Whilst still an undergraduate at Merton College, Oxford, Binney was recruited by Julian Huxley as organizing secretary to the 1921 Oxford University Spitsbergen expedition, subsequently leading both the 1923 Merton College Arctic Expedition, and the 1924 Oxford University Arctic Expedition. He was a pioneer in the use of seaplanes for Arctic survey work and wrote up this experience in his 1925 book With Seaplane and Sledge in the Arctic. On its second flight with Binney as observer, the seaplane's engine failed; he and the pilot were lucky to be rescued from the ice-floes by Norwegian meteorologists. The expedition was the first to traverse Nordaustlandet or North East Land, the second-largest island in the Svalbard archipelago. The Avro 504O seaplane ("The Avro Arctic") used was supplied by A. V. Roe and Co., Ltd. and its 180-h.p. Lynx air-cooled engine provided by Armstrong Siddeley.

He later advised the 1931 expedition of Hans Wilhelmsson Ahlmann to Nordaustlandet and was home secretary to Sandy Glen's 1935 expedition to the same region. He served on the council of the Royal Geographical Society from 1934 to 1953.

==Early career==
Subsequent to these expeditions he worked in the Arctic for the Hudson's Bay Company from 1926 to 1930. During this time he wrote The Eskimo Book of Knowledge (published by the Hudson's Bay Company), a book explaining a rather colonial view of the wider world to the Inuit. During a company restructuring in 1931, Binney's role in the field was terminated, but he declined the offer of an office job in Winnipeg and returned to London. There he was recruited to establish a Central Export Department for United Steel Companies and he trained for nine months at the firm's steel works in Sheffield, Scunthorpe and Workington. He also completed a course at the Dundee School of Economics in 1932. Binney subsequently succeeded in establishing company representation in South America and Asia and made personal visits to Iran and China in the pre-war years.

==Sweden==
In December 1939, Binney took up a post as the representative in Sweden of the Iron and Steel Control department of the British Ministry of Supply. He was to assist in the acquisition of steel, machine tools, and most notably roller and ball-bearings for the United Kingdom's armament programme. He had also been briefed by MI6 to report anything which might be of interest.

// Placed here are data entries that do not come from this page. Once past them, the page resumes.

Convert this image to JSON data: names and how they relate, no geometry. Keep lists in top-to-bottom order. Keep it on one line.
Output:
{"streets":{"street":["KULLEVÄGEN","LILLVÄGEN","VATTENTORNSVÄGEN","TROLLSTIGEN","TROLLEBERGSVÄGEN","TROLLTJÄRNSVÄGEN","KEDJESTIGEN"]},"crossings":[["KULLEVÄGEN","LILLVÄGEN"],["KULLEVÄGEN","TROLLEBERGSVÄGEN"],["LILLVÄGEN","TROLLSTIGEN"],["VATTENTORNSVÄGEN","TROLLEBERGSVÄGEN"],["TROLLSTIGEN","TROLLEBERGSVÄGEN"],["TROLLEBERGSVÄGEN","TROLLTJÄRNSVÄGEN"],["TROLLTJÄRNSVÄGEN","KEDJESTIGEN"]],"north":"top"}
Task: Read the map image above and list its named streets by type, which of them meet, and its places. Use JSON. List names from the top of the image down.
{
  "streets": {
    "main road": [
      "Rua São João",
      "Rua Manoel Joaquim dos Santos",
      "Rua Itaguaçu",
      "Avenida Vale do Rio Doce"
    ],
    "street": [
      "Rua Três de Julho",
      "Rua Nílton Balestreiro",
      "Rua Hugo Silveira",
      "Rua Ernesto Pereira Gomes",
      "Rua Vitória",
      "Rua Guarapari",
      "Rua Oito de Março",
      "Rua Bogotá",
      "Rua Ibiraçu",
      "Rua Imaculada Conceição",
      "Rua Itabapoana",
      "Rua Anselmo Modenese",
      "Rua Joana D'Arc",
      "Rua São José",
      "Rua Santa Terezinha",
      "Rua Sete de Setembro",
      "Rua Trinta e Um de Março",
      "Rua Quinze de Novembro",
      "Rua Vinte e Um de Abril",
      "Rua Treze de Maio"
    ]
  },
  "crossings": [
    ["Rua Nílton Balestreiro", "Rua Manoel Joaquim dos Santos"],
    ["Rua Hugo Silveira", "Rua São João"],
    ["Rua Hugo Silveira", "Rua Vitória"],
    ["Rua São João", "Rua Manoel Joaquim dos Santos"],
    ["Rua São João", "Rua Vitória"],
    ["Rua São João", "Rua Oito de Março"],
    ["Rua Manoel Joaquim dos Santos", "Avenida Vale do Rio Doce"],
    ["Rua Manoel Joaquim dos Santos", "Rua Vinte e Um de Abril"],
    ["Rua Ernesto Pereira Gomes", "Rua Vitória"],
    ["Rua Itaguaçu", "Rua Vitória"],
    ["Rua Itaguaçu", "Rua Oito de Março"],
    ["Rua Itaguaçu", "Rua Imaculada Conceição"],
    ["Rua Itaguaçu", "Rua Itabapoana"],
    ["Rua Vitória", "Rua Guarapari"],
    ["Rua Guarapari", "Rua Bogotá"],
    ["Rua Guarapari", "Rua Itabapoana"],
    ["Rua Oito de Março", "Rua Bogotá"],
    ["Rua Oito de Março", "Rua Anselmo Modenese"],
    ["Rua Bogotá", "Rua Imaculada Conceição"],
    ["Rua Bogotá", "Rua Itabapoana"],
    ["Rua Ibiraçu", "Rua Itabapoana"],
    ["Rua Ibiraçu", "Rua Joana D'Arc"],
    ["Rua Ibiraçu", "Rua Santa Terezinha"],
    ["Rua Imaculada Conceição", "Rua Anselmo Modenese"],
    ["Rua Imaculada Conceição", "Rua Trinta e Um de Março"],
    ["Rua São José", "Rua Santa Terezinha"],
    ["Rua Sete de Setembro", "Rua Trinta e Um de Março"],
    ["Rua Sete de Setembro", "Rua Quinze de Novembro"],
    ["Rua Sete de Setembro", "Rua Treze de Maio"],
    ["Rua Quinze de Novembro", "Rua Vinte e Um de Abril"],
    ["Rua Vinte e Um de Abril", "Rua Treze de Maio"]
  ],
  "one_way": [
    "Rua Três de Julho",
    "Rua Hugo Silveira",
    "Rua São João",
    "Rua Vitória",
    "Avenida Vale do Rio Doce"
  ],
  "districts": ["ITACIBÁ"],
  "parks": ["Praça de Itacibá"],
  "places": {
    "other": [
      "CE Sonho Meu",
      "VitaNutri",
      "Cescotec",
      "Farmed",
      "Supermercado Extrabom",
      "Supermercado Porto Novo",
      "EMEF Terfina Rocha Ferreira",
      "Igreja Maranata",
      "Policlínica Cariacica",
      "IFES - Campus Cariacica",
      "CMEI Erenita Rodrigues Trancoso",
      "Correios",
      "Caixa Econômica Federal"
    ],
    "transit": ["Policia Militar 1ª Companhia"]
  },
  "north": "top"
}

Following the German invasions of Norway and Denmark in April 1940, navigation of the Skagerrak was closed to Allied shipping by a German blockade. Binney attempted to circumvent this by sending material through Finland, but after the first two shipments, the Germans pressurised the Finns into stopping any further transits, leaving the Skagerrak as the only option.

Binney set about organising a series of blockade-running operations. The first in January 1941, Operation Rubble, used five Norwegian merchant ships that had been laid-up in Sweden, loaded with specialised steel products. Under cover of poor weather and the long hours of winter darkness, all the ships were able to evade German patrols and reach Britain. A second operation launched in March 1942, Operation Performance, involved six more Norwegian ships but was less fortunate; lacking surprise and optimal weather conditions, two ships were forced to return to Sweden, two were sunk and only two reached Britain, carrying 27% of the original cargo.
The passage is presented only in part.